Mais même avec un budget suffisant, les gardes-nature ne
peuvent pas poursuivre chaque individu. La sensibilisation
est donc le mot maître de cette aventure.
En effet, le secteur du tourisme, en collaboration avec les
propriétaires des compagnies touristiques et avec la
coopération des guides expérimentés travaillant dans le
désert, organisent de temps à autre des ateliers de travail
et des campagnes de sensibilisation afin de promouvoir
l'idée de la protection du site.
« Nous avons tenu trois ateliers pour sensibiliser les
chauffeurs des 4x4 des oasis Dakhla, Kharga et Farafra et la
formation a commencé à porter ses fruits.
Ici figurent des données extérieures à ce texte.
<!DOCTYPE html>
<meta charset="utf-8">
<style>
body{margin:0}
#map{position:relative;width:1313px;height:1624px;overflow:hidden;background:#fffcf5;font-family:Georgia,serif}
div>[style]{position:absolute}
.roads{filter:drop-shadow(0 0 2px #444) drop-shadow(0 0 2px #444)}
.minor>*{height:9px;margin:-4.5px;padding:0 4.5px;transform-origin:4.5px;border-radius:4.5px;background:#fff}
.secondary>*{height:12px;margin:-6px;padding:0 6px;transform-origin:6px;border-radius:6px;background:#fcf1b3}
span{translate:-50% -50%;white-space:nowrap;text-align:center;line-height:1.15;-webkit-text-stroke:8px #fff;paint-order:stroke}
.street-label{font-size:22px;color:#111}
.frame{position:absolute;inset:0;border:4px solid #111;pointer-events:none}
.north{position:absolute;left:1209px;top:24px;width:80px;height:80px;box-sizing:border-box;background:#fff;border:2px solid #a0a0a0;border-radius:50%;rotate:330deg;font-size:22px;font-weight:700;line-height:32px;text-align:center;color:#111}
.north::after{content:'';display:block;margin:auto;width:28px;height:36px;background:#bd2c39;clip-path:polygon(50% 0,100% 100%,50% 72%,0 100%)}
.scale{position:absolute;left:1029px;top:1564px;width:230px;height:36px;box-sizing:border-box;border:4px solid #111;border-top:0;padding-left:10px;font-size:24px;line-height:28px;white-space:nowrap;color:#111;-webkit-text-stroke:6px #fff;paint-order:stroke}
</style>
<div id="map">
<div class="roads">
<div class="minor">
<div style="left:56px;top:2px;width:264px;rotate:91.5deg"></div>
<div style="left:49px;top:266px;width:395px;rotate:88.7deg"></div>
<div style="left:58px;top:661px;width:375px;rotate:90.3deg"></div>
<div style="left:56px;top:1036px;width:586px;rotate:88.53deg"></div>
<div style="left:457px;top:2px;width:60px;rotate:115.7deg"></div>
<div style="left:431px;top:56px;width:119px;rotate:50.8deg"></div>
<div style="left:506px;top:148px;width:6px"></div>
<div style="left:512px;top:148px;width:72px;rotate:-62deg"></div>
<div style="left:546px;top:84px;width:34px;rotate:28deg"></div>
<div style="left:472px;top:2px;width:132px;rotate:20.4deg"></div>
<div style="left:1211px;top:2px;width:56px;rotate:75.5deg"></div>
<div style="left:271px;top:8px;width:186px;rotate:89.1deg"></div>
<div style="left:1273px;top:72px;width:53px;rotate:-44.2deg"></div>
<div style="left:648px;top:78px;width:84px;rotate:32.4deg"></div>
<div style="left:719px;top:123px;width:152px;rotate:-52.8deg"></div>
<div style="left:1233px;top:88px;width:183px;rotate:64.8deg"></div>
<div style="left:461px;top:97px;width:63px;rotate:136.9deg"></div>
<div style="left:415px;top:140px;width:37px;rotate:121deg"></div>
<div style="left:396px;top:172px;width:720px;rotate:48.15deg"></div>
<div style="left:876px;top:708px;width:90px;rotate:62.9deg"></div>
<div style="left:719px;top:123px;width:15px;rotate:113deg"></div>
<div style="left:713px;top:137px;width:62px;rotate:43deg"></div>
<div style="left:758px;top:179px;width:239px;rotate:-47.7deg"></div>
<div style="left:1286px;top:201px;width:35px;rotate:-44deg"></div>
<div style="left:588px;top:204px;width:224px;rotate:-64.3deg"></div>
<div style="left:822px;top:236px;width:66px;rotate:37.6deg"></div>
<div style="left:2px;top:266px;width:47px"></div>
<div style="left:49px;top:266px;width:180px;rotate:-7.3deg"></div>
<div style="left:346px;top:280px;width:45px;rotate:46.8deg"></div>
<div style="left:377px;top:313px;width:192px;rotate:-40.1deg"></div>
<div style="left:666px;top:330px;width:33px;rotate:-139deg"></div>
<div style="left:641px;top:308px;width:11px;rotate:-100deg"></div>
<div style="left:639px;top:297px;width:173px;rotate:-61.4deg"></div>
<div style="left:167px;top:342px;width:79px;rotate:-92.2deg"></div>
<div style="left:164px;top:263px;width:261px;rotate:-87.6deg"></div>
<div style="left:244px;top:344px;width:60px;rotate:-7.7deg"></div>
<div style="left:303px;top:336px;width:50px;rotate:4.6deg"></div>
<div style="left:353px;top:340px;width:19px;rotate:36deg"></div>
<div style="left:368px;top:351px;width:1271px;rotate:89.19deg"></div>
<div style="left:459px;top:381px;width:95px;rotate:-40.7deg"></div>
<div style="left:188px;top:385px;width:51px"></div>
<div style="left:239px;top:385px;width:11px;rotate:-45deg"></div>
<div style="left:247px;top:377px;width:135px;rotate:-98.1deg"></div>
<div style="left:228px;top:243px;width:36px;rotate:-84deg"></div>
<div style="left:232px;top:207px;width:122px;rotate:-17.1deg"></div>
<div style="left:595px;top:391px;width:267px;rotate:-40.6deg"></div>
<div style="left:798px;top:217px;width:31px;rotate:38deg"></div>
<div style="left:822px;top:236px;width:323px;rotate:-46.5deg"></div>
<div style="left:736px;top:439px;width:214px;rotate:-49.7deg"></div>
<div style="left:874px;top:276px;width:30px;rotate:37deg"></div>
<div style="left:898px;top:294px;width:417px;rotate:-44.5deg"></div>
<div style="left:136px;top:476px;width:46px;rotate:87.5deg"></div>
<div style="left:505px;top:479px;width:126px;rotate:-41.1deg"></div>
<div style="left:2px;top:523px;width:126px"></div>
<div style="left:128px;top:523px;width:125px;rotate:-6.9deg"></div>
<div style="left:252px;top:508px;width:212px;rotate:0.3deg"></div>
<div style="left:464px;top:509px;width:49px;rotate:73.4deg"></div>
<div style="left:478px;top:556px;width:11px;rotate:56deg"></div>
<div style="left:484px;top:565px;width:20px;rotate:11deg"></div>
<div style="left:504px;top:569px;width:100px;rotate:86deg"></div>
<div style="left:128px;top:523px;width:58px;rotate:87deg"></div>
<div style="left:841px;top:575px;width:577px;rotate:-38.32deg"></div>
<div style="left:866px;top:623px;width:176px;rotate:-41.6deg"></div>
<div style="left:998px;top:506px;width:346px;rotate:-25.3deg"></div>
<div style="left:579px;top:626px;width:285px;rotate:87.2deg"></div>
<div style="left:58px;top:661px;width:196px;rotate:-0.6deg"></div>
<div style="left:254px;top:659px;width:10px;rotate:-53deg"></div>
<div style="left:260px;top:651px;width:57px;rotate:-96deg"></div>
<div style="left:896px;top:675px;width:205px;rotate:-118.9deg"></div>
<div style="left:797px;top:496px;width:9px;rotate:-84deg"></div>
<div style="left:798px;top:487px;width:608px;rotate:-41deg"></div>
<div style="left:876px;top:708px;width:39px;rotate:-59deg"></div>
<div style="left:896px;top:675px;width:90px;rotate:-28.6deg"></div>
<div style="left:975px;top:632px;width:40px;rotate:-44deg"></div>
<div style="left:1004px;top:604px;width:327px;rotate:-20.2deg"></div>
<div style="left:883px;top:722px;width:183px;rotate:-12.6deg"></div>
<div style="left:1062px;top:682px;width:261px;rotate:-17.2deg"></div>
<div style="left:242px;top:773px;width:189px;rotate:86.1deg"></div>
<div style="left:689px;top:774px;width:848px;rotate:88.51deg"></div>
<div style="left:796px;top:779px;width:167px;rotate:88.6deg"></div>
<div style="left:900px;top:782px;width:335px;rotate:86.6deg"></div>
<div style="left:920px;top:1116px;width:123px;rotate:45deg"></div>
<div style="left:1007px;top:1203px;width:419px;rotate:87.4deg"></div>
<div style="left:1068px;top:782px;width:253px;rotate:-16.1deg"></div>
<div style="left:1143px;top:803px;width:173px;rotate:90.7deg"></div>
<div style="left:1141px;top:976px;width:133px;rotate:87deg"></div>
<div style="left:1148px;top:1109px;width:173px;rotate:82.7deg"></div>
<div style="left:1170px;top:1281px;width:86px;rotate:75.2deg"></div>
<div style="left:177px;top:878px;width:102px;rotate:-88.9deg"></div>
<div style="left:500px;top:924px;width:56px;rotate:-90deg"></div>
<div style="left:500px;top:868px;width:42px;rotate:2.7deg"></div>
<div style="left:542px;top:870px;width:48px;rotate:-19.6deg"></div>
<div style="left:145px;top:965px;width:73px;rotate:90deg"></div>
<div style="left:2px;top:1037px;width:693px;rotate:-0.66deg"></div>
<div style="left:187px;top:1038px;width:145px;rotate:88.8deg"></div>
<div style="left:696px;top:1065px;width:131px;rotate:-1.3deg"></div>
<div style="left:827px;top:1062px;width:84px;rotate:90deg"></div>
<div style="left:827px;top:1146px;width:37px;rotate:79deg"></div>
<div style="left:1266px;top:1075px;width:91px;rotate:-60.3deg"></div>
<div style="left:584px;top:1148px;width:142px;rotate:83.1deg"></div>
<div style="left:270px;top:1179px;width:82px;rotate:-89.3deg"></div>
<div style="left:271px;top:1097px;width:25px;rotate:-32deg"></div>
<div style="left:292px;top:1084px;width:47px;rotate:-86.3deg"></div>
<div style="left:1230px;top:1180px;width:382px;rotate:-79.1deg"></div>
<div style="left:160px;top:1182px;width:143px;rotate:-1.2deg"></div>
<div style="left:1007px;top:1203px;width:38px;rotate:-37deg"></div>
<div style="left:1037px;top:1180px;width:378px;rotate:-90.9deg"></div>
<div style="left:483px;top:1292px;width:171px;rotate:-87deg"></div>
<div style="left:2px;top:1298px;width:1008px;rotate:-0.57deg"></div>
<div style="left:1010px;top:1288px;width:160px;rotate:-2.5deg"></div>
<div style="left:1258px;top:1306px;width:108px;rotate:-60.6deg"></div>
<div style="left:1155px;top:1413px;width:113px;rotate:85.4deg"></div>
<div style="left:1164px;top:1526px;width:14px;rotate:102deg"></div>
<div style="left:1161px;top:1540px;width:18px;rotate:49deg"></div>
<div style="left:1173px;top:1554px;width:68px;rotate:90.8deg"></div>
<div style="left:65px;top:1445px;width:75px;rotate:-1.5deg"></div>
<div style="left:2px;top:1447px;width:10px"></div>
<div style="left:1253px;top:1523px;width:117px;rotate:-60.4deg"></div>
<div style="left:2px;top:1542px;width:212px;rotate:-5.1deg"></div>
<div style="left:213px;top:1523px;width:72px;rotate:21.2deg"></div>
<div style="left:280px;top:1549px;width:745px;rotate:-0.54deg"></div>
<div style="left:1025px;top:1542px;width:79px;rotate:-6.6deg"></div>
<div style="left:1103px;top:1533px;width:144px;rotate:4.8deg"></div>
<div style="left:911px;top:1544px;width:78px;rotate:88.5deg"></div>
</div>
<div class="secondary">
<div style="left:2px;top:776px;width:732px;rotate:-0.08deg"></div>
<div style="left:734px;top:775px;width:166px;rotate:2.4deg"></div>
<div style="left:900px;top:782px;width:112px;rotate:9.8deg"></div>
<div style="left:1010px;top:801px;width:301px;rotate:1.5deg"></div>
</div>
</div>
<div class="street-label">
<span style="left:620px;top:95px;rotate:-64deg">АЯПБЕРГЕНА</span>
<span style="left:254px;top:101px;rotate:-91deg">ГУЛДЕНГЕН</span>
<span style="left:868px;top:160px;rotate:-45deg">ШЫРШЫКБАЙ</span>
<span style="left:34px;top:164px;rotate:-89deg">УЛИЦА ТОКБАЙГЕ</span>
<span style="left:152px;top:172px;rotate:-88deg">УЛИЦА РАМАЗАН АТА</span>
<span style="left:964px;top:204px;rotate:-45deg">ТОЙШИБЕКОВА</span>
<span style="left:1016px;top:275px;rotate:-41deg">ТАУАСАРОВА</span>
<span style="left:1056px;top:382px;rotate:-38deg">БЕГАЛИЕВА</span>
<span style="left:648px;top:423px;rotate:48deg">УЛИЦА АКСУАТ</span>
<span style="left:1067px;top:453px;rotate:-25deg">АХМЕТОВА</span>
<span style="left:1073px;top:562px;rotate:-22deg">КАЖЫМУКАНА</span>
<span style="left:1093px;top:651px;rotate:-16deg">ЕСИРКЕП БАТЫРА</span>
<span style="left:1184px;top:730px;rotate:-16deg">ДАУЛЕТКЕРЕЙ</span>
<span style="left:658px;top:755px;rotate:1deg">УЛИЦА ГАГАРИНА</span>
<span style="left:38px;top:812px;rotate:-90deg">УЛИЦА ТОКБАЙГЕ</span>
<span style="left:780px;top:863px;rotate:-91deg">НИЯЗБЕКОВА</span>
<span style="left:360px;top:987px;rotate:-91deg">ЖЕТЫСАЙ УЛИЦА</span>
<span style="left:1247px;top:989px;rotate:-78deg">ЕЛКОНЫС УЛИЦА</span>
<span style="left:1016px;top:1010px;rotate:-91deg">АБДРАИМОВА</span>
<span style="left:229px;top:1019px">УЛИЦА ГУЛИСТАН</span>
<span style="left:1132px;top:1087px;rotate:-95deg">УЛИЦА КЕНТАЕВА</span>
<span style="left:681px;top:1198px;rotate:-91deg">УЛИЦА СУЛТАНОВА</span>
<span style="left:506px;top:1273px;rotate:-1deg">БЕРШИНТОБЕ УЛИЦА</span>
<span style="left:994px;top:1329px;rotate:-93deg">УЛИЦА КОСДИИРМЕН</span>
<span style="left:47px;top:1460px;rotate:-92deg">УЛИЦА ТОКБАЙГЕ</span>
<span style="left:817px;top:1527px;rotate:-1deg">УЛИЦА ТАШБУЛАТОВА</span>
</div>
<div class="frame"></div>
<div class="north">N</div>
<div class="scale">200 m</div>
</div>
Nous préparons des
cours de formation à très haut niveau pour les guides du
fond du désert qui, à leur tour, seront responsables de
sensibiliser les 2 000 à 3 000 touristes qui visitent
annuellement Al-Gilf Al-Kébir ».
Reste à dire qu'un travail colossal attend les 20
expéditeurs, chacun dans son domaine, afin de garantir une
protection serrée à un site digne de tout respect. Avant
qu'il ne se transforme en un autre Charm Al-Cheikh, beau,
luxueux, mais ayant perdu toute sa valeur écologique.